Semiconductor firm Intel (NASDAQ: INTC) and technology solutions provider International Business Machines (NYSE: IBM) announced separately this weekend that both companies have solved a puzzle that will allow the semiconductor industry to keep making ever smaller computer chips.

Most of today's current semiconductor chips use a manufacturing process that builds transistors - the tiny gates inside of a chip - at a width of 90nm, or about 1000 times smaller than the width of a human hair. Cutting edge processes, such as those used to build today's consumer grade microprocessors, are about two-thirds the size, measuring in at 65nm.

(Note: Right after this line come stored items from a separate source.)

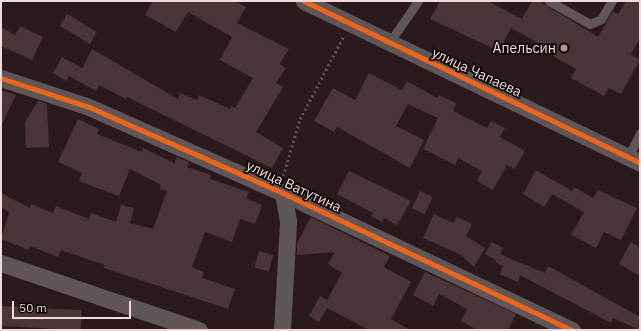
<!DOCTYPE html>
<html>
<head>
<meta charset="utf-8">
<style>
	body { margin:0 }
	#map { position:relative; width:641px; height:331px; overflow:hidden; background:#2a1a1d; font-family:"IBM Plex Sans",sans-serif }
	div>[style] { position:absolute }
	.building>* { inset:0; background:#4a3539; transform-origin:0 0 }
	.path>* { height:2.5px; margin-top:-1.25px; transform-origin:0; background:repeating-linear-gradient(90deg,#5f5455 0 2px,transparent 0 5px) }
	.service>* { height:9px; margin:-4.5px; padding:0 4.5px; transform-origin:4.5px; border-radius:4.5px; background:#615657 }
	.minor>* { height:17px; margin:-8.5px; padding:0 8.5px; transform-origin:8.5px; border-radius:8.5px; background:#615657 }
	.cycleway>* { height:5px; margin:-2.5px; padding:0 2.5px; transform-origin:2.5px; border-radius:2.5px; background:#eb651d }
	.dots>* { width:11px; height:11px; translate:-50% -50%; box-sizing:border-box; border:2px solid #110506; border-radius:50% }
	span { translate:-50% -50%; white-space:nowrap; text-align:center; line-height:1.15; -webkit-text-stroke:3.5px #110506; paint-order:stroke }
	.poi-label { font-size:14px; color:#f0dadb }
	.right { translate:-100% -50%; text-align:right }
	.street-label { font-size:14px; color:#f0dadb }
	.frame { position:absolute; inset:0; border:2px solid #f0dadb; pointer-events:none }
	.scale { position:absolute; left:12px; top:301px; width:119px; height:18px; box-sizing:border-box; border:2px solid #f0dadb; border-top:0; padding-left:5px; font-size:12px; line-height:14px; white-space:nowrap; color:#f0dadb; -webkit-text-stroke:3px #110506; paint-order:stroke }
</style>
</head>
<body>
<div id="map">
	<div class="building">
		<i style="clip-path:polygon(153px 1px,235px 1px,246px 7px,237px 23px,289px 49px,280px 64px,286px 68px,276px 83px,283px 87px,256px 132px,283px 148px,272px 168px,127px 97px,126px 99px,99px 85px,96px 91px,69px 76px,66px 81px,53px 73px,62px 57px,82px 68px,92px 49px,178px 99px,180px 93px,197px 100px,199px 95px,230px 109px,231px 106px,235px 108px,253px 78px,220px 60px,232px 37px,188px 12px,176px 32px,145px 15px)"></i>
		<i style="clip-path:polygon(440px 1px,488px 1px,522px 19px,532px 1px,539px 1px,598px 37px,613px 11px,618px 14px,626px 1px,640px 1px,640px 38px,631px 54px,640px 60px,621px 94px,609px 88px,604px 96px,571px 78px,576px 69px,553px 56px,555px 52px,511px 28px,499px 51px,430px 19px)"></i>
		<i style="left:67px;top:14px;width:35px;height:14px;rotate:31deg"></i>
		<i style="clip-path:polygon(20px 26px,43px 37px,32px 60px,1px 46px,1px 27px,15px 35px)"></i>
		<i style="clip-path:polygon(369px 73px,402px 90px,407px 81px,437px 98px,439px 95px,456px 103px,453px 111px,487px 128px,491px 121px,505px 128px,500px 137px,525px 151px,515px 169px,507px 165px,493px 190px,477px 181px,482px 171px,458px 158px,455px 165px,423px 149px,438px 118px,408px 104px,396px 126px,424px 140px,410px 168px,337px 127px,334px 132px,314px 121px,333px 88px,355px 100px)"></i>
		<i style="clip-path:polygon(1px 90px,16px 95px,1px 126px)"></i>
		<i style="clip-path:polygon(38px 101px,47px 104px,49px 147px,26px 148px,25px 122px)"></i>
		<i style="clip-path:polygon(78px 119px,99px 129px,97px 134px,142px 152px,143px 148px,174px 163px,177px 157px,189px 162px,187px 167px,211px 175px,210px 179px,249px 192px,246px 198px,262px 205px,255px 224px,240px 219px,232px 242px,205px 232px,192px 267px,204px 272px,202px 278px,235px 289px,228px 309px,104px 268px,105px 265px,61px 250px,58px 257px,30px 246px,29px 250px,1px 239px,9px 212px,1px 207px,1px 193px,30px 208px,31px 204px,53px 213px,56px 206px,89px 219px,91px 213px,116px 222px,121px 205px,134px 208px,130px 223px,153px 229px,167px 191px,160px 189px,161px 185px,130px 169px,119px 196px,79px 181px,82px 173px,58px 162px)"></i>
		<i style="clip-path:polygon(536px 170px,572px 191px,574px 187px,593px 198px,598px 190px,637px 208px,621px 240px,604px 232px,596px 248px,571px 235px,584px 212px,552px 194px,544px 207px,523px 194px)"></i>
		<i style="clip-path:polygon(349px 171px,411px 201px,397px 225px,384px 218px,382px 222px,371px 216px,373px 213px,337px 194px)"></i>
		<i style="left:420px;top:191px;width:14px;height:19px;rotate:25deg"></i>
		<i style="clip-path:polygon(434px 214px,453px 223px,457px 217px,472px 224px,466px 236px,485px 248px,474px 267px,461px 255px,423px 238px)"></i>
		<i style="clip-path:polygon(311px 217px,390px 256px,384px 267px,411px 282px,391px 319px,410px 330px,369px 330px,327px 308px,319px 322px,309px 316px,320px 296px,327px 300px,342px 273px,328px 264px,335px 252px,297px 255px,297px 243px)"></i>
		<i style="clip-path:polygon(492px 242px,503px 248px,500px 254px,545px 273px,548px 266px,640px 317px,640px 330px,613px 318px,611px 323px,520px 275px,518px 282px,500px 274px,503px 266px,495px 262px,498px 257px,496px 260px,485px 254px)"></i>
		<i style="clip-path:polygon(631px 242px,640px 247px,640px 276px,619px 264px)"></i>
		<i style="left:259px;top:251px;width:15px;height:17px;rotate:16deg"></i>
		<i style="clip-path:polygon(425px 272px,516px 314px,508px 330px,477px 330px,461px 321px,467px 309px,439px 294px,433px 306px,413px 295px)"></i>
		<i style="left:1px;top:306px;width:81px;height:20px;rotate:3deg"></i>
	</div>
	<div class="path">
		<i style="left:283px;top:176px;width:59px;rotate:-73.4deg"></i>
		<i style="left:300px;top:119px;width:93px;rotate:-62.3deg"></i>
	</div>
	<div class="service">
		<i style="left:549px;top:1px;width:47px;rotate:29.3deg"></i>
		<i style="left:590px;top:24px;width:12px;rotate:-24deg"></i>
		<i style="left:601px;top:19px;width:21px;rotate:-59deg"></i>
		<i style="left:389px;top:43px;width:51px;rotate:-55.4deg"></i>
		<i style="left:628px;top:157px;width:27px;rotate:-63deg"></i>
	</div>
	<div class="minor">
		<i style="left:304px;top:1px;width:373px;rotate:25.7deg"></i>
		<i style="left:1px;top:78px;width:93px;rotate:18.2deg"></i>
		<i style="left:89px;top:107px;width:212px;rotate:23.9deg"></i>
		<i style="left:283px;top:193px;width:320px;rotate:25.4deg"></i>
		<i style="left:1px;top:263px;width:209px;rotate:18.7deg"></i>
		<i style="left:282px;top:330px;width:109px;rotate:-86.8deg"></i>
		<i style="left:288px;top:221px;width:28px;rotate:-100deg"></i>
	</div>
	<div class="cycleway">
		<i style="left:304px;top:1px;width:373px;rotate:25.7deg"></i>
		<i style="left:1px;top:78px;width:93px;rotate:18.2deg"></i>
		<i style="left:89px;top:107px;width:212px;rotate:23.9deg"></i>
		<i style="left:283px;top:193px;width:320px;rotate:25.4deg"></i>
	</div>
	<div class="dots">
		<i style="left:564px;top:48px;background:#ab9798"></i>
	</div>
	<div class="poi-label">
		<span class="right" style="left:556px;top:48px">Апельсин</span>
	</div>
	<div class="street-label">
		<span style="left:477px;top:72px;rotate:25deg">улица Чапаева</span>
		<span style="left:294px;top:186px;rotate:25deg">улица Ватутина</span>
	</div>
	<div class="frame"></div>
	<div class="scale">50 m</div>
</div>
</body>
</html>
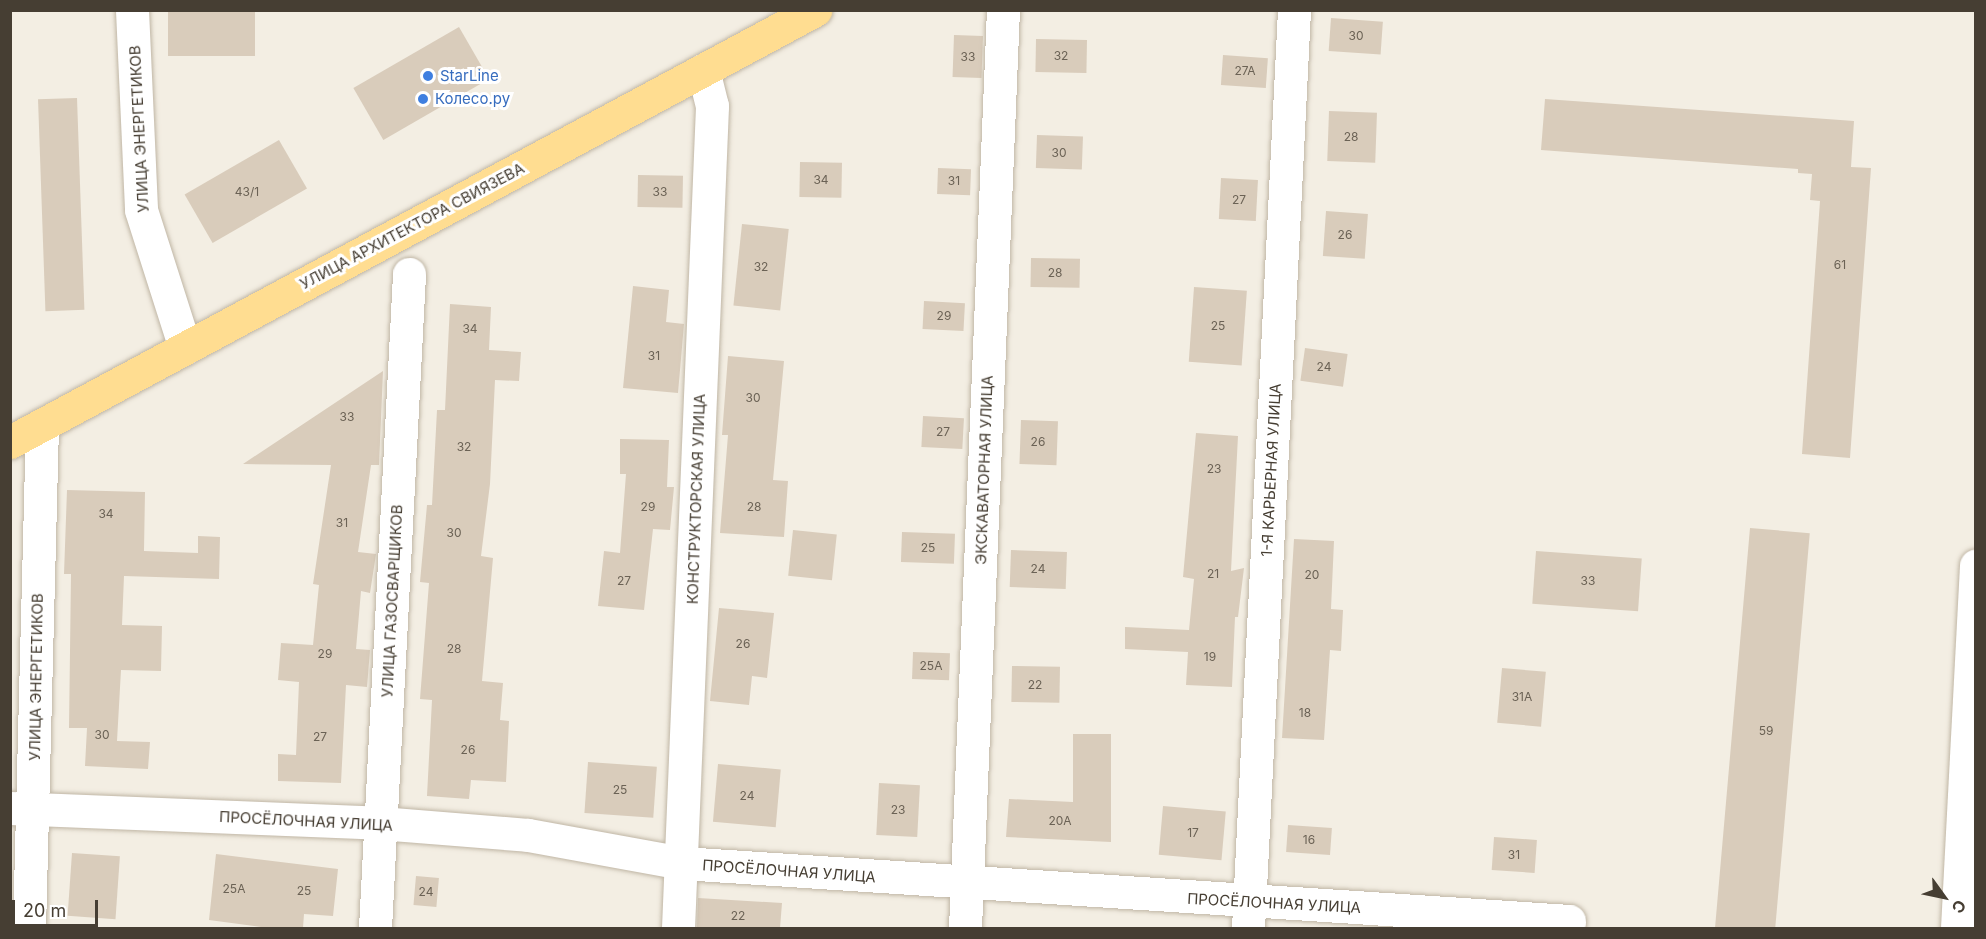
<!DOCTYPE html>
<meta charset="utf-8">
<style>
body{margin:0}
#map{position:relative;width:1986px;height:939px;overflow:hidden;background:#f3eee3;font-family:Inter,sans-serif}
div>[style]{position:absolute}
.building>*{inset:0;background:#d9ccbb;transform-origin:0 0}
.roads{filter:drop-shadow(0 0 2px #c0b6a5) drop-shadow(0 0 2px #c0b6a5)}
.minor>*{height:33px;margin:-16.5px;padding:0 16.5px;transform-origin:16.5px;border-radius:16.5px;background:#fff}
.major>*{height:33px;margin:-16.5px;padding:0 16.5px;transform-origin:16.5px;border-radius:16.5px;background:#ffdd91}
.dots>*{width:16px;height:16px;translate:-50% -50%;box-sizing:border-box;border:3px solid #fff;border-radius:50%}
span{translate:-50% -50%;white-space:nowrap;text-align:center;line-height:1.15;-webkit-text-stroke:6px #fff;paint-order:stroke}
.number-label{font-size:12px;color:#6b6255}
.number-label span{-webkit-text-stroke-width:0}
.shop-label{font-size:15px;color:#366cbe}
.left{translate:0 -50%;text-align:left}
.street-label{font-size:15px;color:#463e33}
.frame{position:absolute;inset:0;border:12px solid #463e33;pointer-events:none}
.north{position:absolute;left:1914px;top:867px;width:60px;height:60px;-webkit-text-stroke:4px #fff;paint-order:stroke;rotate:123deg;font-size:16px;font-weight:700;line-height:24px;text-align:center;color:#463e33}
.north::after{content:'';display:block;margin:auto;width:21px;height:27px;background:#463e33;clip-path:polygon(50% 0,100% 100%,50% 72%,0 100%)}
.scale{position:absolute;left:12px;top:900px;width:86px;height:27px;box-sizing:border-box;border:3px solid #463e33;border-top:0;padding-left:8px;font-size:18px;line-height:21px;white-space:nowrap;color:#463e33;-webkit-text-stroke:4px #fff;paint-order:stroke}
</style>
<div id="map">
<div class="building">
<div style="left:168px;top:10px;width:87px;height:46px"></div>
<div style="left:1331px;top:18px;width:52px;height:33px;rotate:4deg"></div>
<div style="left:459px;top:27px;width:60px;height:122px;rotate:60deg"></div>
<div style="left:954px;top:35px;width:29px;height:42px;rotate:2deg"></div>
<div style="left:1036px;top:39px;width:51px;height:33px;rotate:1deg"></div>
<div style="left:1223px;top:55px;width:45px;height:30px;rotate:4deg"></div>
<div style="left:77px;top:98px;width:212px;height:39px;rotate:88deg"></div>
<div style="clip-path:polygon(1545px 99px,1854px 121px,1851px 167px,1871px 168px,1850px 458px,1802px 454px,1820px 201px,1810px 200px,1812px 174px,1798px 173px,1798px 169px,1541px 150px)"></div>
<div style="left:1329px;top:111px;width:48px;height:50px;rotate:2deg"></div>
<div style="left:1037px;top:135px;width:46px;height:33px;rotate:2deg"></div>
<div style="left:279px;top:140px;width:56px;height:109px;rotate:60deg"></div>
<div style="left:800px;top:162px;width:42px;height:35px;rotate:1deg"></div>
<div style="left:938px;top:168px;width:33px;height:26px;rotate:2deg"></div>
<div style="left:638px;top:175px;width:45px;height:32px;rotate:1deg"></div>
<div style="left:1221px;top:178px;width:37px;height:41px;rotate:3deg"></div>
<div style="left:1326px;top:211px;width:42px;height:45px;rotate:4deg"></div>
<div style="left:742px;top:224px;width:47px;height:82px;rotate:6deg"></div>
<div style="left:1031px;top:258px;width:49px;height:29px;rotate:1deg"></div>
<div style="clip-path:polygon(633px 286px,669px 290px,666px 322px,684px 324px,678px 393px,623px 388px)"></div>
<div style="left:1194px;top:287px;width:53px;height:75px;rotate:4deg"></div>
<div style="left:924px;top:301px;width:41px;height:28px;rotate:3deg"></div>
<div style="clip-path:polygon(450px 304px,491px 307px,489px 350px,521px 352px,519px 381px,495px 380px,490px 484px,481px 556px,493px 558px,482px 681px,503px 683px,500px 720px,509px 721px,506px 782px,471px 780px,469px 799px,427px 796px,432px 700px,420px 699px,429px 583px,420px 582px,427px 505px,432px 505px,437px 410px,445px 410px)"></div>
<div style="left:1305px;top:348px;width:43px;height:33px;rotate:8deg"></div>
<div style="clip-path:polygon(728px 356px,784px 361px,773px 480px,788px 481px,784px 537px,720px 533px,728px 435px,722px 435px)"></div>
<div style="clip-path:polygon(383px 371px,379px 465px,371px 465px,358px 552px,376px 554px,370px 593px,361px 591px,356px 649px,370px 650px,367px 687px,346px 685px,341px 783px,278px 781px,278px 754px,296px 755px,299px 682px,278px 680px,281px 643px,313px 645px,319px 585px,313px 584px,331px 465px,243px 464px)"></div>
<div style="left:923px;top:416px;width:41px;height:31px;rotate:3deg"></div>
<div style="left:1021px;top:420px;width:37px;height:44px;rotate:2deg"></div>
<div style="clip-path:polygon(1196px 433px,1238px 436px,1231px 571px,1244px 568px,1238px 617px,1235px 617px,1232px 687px,1186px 685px,1188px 652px,1125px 649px,1125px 627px,1189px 630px,1194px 579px,1183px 577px)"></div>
<div style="clip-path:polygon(620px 439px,669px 440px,667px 487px,674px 487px,670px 530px,653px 529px,644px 610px,598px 606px,604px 551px,620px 553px,626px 474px,620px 474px)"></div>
<div style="clip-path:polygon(67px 490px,145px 492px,144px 551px,198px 553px,198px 536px,220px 537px,219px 579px,124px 576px,122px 625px,162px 626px,161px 671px,121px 670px,117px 741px,150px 742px,148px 769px,85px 766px,87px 728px,69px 728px,71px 574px,64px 574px)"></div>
<div style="left:1750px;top:528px;width:60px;height:401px;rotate:5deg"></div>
<div style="left:793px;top:530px;width:44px;height:46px;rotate:6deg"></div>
<div style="left:902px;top:532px;width:53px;height:30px;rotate:2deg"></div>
<div style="clip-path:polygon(1294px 539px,1334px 541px,1331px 609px,1343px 610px,1341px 651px,1330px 650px,1324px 740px,1282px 738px)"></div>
<div style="left:1011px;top:550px;width:56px;height:37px;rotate:2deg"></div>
<div style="left:1536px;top:551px;width:106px;height:53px;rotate:4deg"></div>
<div style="clip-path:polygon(719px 608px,774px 613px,767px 678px,752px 676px,749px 705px,710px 701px)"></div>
<div style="left:913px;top:652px;width:37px;height:27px;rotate:2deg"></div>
<div style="left:1012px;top:666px;width:48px;height:36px;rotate:1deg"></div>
<div style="left:1502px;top:668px;width:44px;height:55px;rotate:5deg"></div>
<div style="clip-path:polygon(1073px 734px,1111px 734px,1111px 842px,1006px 837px,1009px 799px,1073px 802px)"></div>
<div style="left:588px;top:762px;width:69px;height:51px;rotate:4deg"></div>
<div style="left:718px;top:764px;width:63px;height:58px;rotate:5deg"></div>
<div style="left:879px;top:783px;width:41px;height:52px;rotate:3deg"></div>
<div style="left:1163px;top:806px;width:63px;height:49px;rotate:5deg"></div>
<div style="left:1288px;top:825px;width:44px;height:27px;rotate:4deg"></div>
<div style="left:1494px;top:837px;width:43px;height:33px;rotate:4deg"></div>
<div style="left:72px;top:853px;width:48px;height:63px;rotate:4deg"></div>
<div style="clip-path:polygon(216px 854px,338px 869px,333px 916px,304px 914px,303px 928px,268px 928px,209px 920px)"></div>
<div style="left:416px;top:876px;width:23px;height:29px;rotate:5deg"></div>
<div style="clip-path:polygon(698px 898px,782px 903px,780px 928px,697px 928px)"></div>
</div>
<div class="roads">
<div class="minor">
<div style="left:132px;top:10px;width:200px;rotate:87.4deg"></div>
<div style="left:141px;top:210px;width:145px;rotate:72.3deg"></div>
<div style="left:10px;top:808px;width:370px;rotate:2.3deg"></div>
<div style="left:380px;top:823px;width:148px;rotate:4.6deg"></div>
<div style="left:528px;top:835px;width:157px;rotate:10.3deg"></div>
<div style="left:682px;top:863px;width:889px;rotate:3.74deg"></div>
<div style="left:29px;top:928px;width:503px;rotate:-88.52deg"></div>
<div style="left:375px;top:928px;width:655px;rotate:-87.02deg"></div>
<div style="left:678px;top:928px;width:823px;rotate:-87.63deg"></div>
<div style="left:712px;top:106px;width:37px;rotate:-104deg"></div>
<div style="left:965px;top:928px;width:919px;rotate:-87.63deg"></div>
<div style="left:1248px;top:928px;width:919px;rotate:-87.13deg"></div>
<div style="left:1957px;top:928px;width:363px;rotate:-87deg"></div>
</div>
<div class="major">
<div style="left:10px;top:442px;width:914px;rotate:-28.22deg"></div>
</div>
</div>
<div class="dots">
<div style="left:428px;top:76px;background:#3f7fe0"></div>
<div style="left:423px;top:99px;background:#3f7fe0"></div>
</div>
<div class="number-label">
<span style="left:1356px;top:36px">30</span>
<span style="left:1061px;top:56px">32</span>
<span style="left:968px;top:57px">33</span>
<span style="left:1245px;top:71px">27А</span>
<span style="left:1351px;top:137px">28</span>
<span style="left:1059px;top:153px">30</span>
<span style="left:821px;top:180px">34</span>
<span style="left:954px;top:181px">31</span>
<span style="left:247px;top:192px">43/1</span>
<span style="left:660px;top:192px">33</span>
<span style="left:1239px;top:200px">27</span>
<span style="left:1345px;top:235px">26</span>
<span style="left:1840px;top:265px">61</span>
<span style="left:761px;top:267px">32</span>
<span style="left:1055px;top:273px">28</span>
<span style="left:944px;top:316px">29</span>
<span style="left:1218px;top:326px">25</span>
<span style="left:470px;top:329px">34</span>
<span style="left:654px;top:356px">31</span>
<span style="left:1324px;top:367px">24</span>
<span style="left:753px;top:398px">30</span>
<span style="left:347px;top:417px">33</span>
<span style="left:943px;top:432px">27</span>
<span style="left:1038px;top:442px">26</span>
<span style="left:464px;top:447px">32</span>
<span style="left:1214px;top:469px">23</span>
<span style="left:648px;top:507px">29</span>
<span style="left:754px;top:507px">28</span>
<span style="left:106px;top:514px">34</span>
<span style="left:342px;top:523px">31</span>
<span style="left:454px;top:533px">30</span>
<span style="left:928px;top:548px">25</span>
<span style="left:1038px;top:569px">24</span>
<span style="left:1213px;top:574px">21</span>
<span style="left:1312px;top:575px">20</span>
<span style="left:624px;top:581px">27</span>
<span style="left:1588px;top:581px">33</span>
<span style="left:743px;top:644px">26</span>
<span style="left:454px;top:649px">28</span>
<span style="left:325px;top:654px">29</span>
<span style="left:1210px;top:657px">19</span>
<span style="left:931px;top:666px">25А</span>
<span style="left:1035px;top:685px">22</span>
<span style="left:1522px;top:697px">31А</span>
<span style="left:1305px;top:713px">18</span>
<span style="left:1766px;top:731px">59</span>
<span style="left:102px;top:735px">30</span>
<span style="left:320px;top:737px">27</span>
<span style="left:468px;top:750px">26</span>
<span style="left:620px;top:790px">25</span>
<span style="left:747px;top:796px">24</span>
<span style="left:898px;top:810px">23</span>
<span style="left:1060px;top:821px">20А</span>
<span style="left:1193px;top:833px">17</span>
<span style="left:1309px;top:840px">16</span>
<span style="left:1514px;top:855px">31</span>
<span style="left:234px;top:889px">25А</span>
<span style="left:304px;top:891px">25</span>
<span style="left:426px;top:892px">24</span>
<span style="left:738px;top:916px">22</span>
</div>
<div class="shop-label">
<span class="left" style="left:440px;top:76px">StarLine</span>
<span class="left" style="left:435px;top:99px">Колесо.ру</span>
</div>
<div class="street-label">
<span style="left:139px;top:129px;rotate:-93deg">УЛИЦА ЭНЕРГЕТИКОВ</span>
<span style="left:412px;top:226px;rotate:-28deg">УЛИЦА АРХИТЕКТОРА СВИЯЗЕВА</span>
<span style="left:984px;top:470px;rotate:-88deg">ЭКСКАВАТОРНАЯ УЛИЦА</span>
<span style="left:1271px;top:470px;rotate:-87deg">1-Я КАРЬЕРНАЯ УЛИЦА</span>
<span style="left:696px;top:499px;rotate:-88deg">КОНСТРУКТОРСКАЯ УЛИЦА</span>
<span style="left:392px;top:601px;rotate:-87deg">УЛИЦА ГАЗОСВАРЩИКОВ</span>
<span style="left:36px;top:677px;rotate:-89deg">УЛИЦА ЭНЕРГЕТИКОВ</span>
<span style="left:306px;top:821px;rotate:3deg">ПРОСЁЛОЧНАЯ УЛИЦА</span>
<span style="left:789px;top:871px;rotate:4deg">ПРОСЁЛОЧНАЯ УЛИЦА</span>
<span style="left:1274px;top:903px;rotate:3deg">ПРОСЁЛОЧНАЯ УЛИЦА</span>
</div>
<div class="frame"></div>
<div class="north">С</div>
<div class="scale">20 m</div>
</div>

Intel and IBM both said they have developed new materials allowing the industry to continue to shrink the building blocks of chips to 45nm.

The path to smaller chips encounters limitations, explained electrical engineering professor Bernhard Boser of the University of California, Berkeley on Monday.

In order to be able to turn a transistor on and off, we put a gate on top of the [conducting] channel, Boser began.

As transistors become smaller and smaller, the insulating material between the gate and the channel becomes thinner as well. This insulation keeps electrical current from leaking - critical for proper and efficient operation.

As the semiconductor shrinks however, you make a very thin insulating material, [and] it is no longer insulating, Boser said.

Both companies have said, however, that they have been able to combat the problem with new, high-k dielectric materials.

Until now, the chip industry was facing a major roadblock in terms of how far we could push current technology, said Dr. T.C. Chen, vice president of Science and Technology, IBM Research. After more than ten years of effort, we now have a way forward.

Instead of using traditional silicon-dioxide, the companies now use Hafnium, a material that can maintain its resistance to current, even at thinner slices.

The results will open up a new era of faster computers and mobile electronics. And because the 45nm transistors are smaller than the previous generation, they take less energy to operate, reducing switching power by approximately 30 percent, Intel said.

But while some see the results as a breakthrough, the technology is seen as a natural next-step in semiconductor technology.

While impressive, Merrill Lynch's Joe Osha says the industry has been talking about new transistor materials at the 45nm node for years.